Would you work out how many lines below include the word "width"? Only that number is wanted.
========================================
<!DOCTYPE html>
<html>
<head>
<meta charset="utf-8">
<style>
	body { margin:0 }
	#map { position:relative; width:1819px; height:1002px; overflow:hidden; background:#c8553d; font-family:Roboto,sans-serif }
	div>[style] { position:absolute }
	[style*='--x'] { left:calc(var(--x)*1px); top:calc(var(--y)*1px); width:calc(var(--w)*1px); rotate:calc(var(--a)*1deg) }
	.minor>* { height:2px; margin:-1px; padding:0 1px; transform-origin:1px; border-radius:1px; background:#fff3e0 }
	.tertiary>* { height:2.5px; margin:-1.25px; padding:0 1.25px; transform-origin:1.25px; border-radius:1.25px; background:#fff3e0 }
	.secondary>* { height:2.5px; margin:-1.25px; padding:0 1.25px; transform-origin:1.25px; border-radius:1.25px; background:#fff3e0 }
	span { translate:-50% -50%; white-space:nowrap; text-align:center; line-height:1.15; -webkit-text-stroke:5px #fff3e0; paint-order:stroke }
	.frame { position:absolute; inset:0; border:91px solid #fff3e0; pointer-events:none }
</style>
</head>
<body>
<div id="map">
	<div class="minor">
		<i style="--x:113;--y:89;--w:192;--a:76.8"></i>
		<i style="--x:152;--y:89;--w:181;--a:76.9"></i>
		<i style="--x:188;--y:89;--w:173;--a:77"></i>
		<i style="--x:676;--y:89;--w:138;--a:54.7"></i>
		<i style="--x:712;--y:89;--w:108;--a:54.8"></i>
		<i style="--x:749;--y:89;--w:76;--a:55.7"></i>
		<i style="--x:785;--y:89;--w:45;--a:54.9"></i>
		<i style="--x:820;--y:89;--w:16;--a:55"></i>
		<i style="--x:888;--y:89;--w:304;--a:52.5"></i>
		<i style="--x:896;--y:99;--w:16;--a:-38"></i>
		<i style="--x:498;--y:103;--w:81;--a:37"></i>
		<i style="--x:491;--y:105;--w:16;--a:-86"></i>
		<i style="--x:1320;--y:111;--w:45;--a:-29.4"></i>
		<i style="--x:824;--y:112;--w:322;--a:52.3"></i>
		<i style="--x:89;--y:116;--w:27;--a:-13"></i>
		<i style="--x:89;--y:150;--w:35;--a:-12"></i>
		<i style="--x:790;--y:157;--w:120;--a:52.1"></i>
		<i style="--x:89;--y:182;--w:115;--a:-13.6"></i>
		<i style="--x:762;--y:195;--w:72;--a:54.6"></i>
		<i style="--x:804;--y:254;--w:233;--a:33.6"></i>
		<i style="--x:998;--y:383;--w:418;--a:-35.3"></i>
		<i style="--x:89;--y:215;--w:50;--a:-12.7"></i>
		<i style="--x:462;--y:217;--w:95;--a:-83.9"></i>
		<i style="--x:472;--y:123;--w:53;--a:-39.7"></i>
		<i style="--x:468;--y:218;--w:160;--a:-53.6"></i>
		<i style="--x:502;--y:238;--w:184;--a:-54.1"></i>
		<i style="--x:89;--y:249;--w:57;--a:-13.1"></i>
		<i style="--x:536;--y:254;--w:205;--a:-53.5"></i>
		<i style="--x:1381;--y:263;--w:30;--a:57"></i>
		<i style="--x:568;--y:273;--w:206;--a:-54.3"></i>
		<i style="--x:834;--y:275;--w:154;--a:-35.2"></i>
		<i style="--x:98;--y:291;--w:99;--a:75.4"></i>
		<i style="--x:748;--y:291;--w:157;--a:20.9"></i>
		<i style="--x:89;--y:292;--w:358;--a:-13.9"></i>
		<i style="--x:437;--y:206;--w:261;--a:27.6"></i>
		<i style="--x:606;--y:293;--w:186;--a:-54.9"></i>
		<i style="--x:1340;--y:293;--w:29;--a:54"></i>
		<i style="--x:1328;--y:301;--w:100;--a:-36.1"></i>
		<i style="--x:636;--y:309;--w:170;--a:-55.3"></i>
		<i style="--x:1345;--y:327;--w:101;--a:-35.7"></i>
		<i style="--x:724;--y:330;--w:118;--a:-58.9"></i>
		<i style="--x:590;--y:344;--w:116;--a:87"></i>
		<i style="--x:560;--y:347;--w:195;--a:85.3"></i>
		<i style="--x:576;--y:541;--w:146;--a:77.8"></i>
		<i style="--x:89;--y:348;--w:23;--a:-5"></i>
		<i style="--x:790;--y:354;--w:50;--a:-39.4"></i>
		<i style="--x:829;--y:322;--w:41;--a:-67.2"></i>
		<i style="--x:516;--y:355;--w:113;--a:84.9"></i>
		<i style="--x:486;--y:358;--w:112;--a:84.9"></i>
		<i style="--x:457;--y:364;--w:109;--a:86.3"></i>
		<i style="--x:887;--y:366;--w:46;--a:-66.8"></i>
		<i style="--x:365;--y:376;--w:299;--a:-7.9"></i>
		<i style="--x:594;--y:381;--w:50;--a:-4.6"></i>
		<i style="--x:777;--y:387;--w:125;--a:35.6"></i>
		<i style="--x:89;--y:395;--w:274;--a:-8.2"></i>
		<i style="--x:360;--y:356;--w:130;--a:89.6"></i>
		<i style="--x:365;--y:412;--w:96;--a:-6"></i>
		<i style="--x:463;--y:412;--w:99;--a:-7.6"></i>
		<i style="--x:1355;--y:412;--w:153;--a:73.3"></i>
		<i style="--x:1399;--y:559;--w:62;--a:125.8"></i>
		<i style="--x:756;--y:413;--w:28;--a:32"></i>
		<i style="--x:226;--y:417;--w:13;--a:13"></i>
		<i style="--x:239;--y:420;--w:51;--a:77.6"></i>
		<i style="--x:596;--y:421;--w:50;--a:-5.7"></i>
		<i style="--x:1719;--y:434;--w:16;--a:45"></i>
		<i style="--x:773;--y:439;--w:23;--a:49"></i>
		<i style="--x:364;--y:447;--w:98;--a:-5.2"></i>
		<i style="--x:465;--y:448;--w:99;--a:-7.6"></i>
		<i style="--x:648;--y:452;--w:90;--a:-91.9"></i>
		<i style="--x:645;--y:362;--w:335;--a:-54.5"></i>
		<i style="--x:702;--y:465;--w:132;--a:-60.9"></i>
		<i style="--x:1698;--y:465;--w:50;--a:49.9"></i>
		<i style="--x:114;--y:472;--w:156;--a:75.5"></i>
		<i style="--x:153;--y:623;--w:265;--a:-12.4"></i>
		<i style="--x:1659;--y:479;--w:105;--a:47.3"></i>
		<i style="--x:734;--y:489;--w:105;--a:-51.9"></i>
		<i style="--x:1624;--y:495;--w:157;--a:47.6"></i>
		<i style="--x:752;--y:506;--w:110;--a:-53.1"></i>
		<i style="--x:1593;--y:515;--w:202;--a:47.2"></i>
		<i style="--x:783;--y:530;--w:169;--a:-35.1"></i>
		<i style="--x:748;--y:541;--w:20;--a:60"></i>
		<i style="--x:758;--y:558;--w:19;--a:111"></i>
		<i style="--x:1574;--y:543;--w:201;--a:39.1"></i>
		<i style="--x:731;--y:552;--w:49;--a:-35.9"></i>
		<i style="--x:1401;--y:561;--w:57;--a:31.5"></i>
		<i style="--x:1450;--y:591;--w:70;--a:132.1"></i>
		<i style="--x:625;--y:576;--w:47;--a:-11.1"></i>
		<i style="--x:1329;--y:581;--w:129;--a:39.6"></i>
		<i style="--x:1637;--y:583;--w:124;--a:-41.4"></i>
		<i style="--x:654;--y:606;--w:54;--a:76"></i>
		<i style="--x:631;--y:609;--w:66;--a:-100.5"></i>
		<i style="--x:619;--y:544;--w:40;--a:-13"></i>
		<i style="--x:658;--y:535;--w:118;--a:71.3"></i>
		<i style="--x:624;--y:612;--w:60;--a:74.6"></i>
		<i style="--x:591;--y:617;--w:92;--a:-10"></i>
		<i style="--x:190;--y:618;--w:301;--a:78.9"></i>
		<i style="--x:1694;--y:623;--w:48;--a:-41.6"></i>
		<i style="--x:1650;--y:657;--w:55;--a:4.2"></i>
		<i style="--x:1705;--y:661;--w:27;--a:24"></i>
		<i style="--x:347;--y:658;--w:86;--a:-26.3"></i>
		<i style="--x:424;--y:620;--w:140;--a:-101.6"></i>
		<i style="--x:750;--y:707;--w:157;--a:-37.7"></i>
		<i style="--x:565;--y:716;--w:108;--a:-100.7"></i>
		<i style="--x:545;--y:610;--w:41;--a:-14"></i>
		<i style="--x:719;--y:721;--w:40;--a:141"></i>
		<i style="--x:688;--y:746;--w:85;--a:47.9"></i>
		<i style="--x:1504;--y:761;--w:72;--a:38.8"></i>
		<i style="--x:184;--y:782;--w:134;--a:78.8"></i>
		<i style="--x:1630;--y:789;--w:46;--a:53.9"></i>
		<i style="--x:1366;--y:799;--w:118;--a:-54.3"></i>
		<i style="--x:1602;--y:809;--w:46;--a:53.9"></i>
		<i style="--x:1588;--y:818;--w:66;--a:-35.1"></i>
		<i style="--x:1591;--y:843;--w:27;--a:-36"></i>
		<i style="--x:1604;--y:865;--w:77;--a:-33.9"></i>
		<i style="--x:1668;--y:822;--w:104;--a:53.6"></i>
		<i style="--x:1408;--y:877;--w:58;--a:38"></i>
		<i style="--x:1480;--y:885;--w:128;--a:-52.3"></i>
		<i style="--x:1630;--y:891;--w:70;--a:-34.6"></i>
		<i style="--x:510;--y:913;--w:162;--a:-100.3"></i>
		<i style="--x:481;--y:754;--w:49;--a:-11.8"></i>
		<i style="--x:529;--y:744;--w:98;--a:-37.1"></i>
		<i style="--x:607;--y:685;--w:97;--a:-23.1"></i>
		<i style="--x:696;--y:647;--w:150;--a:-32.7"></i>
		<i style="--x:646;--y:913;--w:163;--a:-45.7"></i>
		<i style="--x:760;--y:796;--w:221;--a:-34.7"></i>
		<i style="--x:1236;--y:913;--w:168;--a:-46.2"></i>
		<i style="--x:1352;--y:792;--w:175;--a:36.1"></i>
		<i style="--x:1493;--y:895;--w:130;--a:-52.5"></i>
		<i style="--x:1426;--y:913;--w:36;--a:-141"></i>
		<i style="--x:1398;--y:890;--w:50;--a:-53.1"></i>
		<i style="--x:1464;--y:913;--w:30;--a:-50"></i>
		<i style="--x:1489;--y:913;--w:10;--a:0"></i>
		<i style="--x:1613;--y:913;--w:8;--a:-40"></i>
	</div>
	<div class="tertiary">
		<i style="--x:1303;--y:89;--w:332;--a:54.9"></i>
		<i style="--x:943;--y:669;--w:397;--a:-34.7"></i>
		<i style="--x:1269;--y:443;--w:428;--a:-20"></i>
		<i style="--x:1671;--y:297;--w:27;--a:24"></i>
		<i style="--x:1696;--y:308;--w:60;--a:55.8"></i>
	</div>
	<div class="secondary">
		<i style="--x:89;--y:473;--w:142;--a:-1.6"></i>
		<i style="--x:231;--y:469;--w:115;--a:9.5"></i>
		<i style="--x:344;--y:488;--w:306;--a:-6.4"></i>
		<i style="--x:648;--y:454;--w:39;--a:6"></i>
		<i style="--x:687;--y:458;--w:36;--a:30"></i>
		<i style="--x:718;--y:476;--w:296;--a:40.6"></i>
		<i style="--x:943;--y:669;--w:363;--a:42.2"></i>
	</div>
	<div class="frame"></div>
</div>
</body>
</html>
========================================
Solution:
2